For many children, reading is not the problem—it’s understanding that presents significant challenges.
Teaching students story structure—how to identify the structural components of a text and how those different elements interact—is a great strategy for increasing reading comprehension, close reading skills, and retention. We’ve compiled six tips and strategies for teaching story structure in ways that help boost reading comprehension skills.
1. Teach Story Structure to All Ages
Discussions about story elements should start as early as preschool and continue through high school. For younger students, simple elements such as beginning, middle, and end are appropriate. For older students, more complex elements such as character, setting, events, problem, and resolution should be introduced to increase difficulty.
2. Create a Storyboard
Storyboarding is a wonderful way to integrate art with story retelling. To make your own storyboard, simply list the elements of basic story structure you want to focus on (e.g., beginning, middle, and end) on a page with a large empty box next to each element. In each box, have students draw a scene from a text you’ve read recently that illustrates that element.

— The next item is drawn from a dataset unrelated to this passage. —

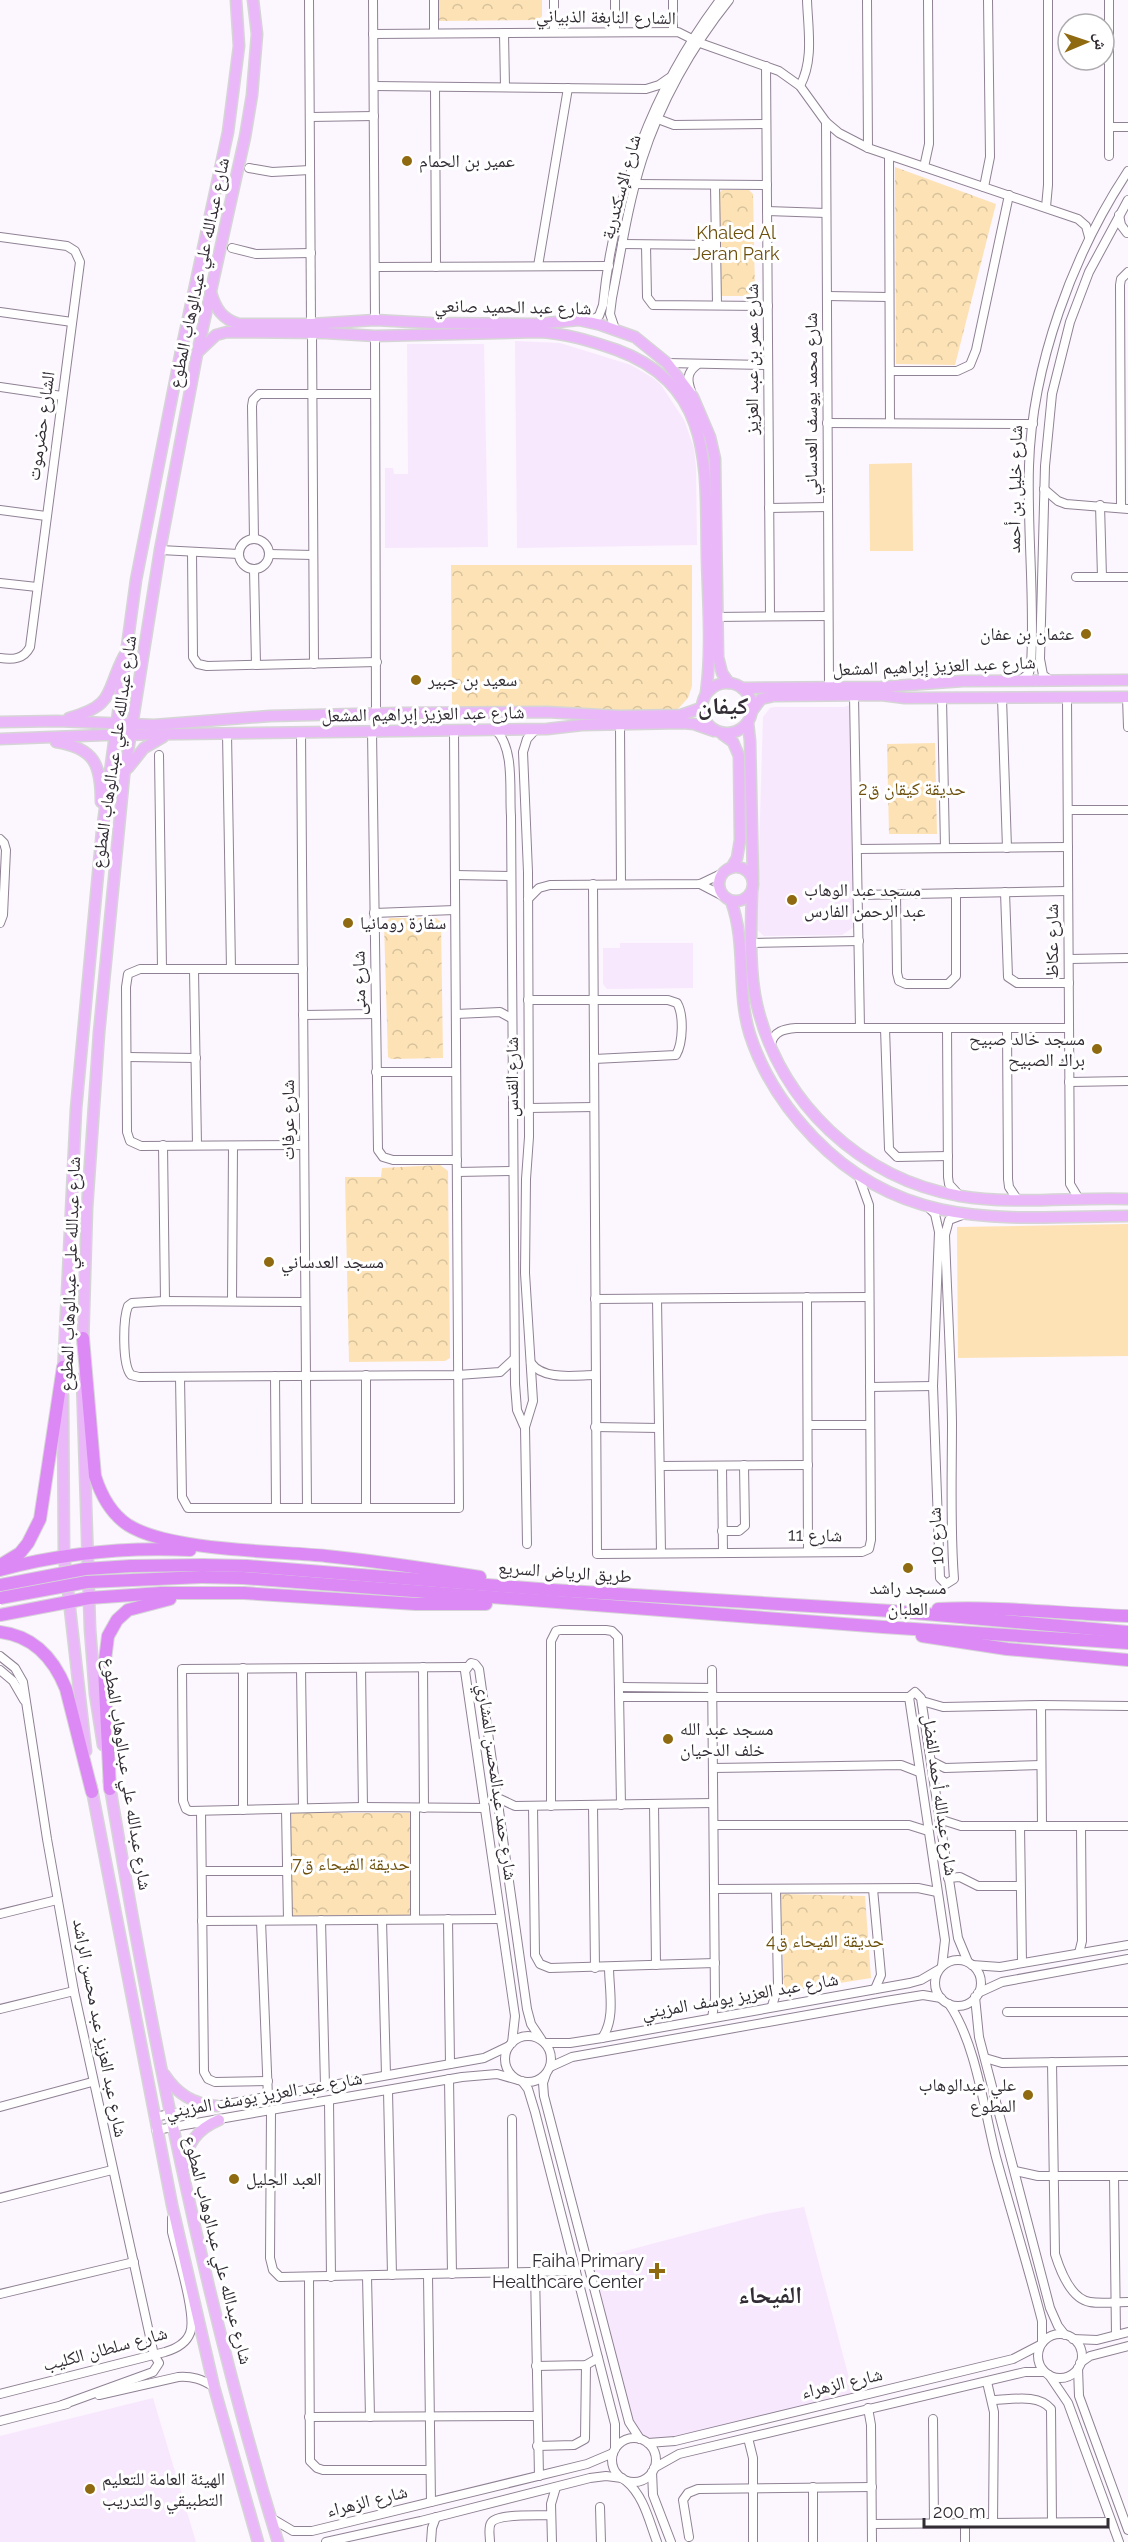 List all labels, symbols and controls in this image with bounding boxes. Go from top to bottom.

3. Use the “SWBST” Strategy
The “Somebody Wanted But So Then” exercise provides a framework for summarizing a story by identifying and describing key story elements. Using a table like the one below, have students fill in each box with a brief summary from the story. For older students, use more elements and increase the level of detail required for each element.
4. Build Out Story Maps
A story map is another visual tool that helps students summarize story structure to improve reading comprehension. Using a text you’ve studied, have your students describe selected story components. This can be done as a class, in small groups, or individually. Differentiate your maps by analyzing simpler or more complex structure elements.
Sample Story Map Card
Name _____________________ Date _________________
5. Teach Story Elements with “Pick a Card”
Write the story elements you’ve been studying on cards. Break students up into small groups or pairs and have each student pick a card without revealing its element. One at a time, each student reads a passage from a story you’ve studied that illustrates the element while the other students try to identify what’s on the card.
6. Plot the Story Structure Using a Graph
For older students, use a story graph to chart the story arc of plot sub-elements such as exposition, rising action, conflict, falling action, climax, and resolution. On the x axis, list the desired story elements chronologically. On the y axis, indicate excitement level from low at the bottom to high at the top. Have your students plot the points for each story element to reveal the story arc.
Regularly practicing strategies like these can help your students learn how to identify a story’s basic elements and how those elements interact. To reinforce the learning, add other reading comprehension activities that integrate story structure elements with other skills.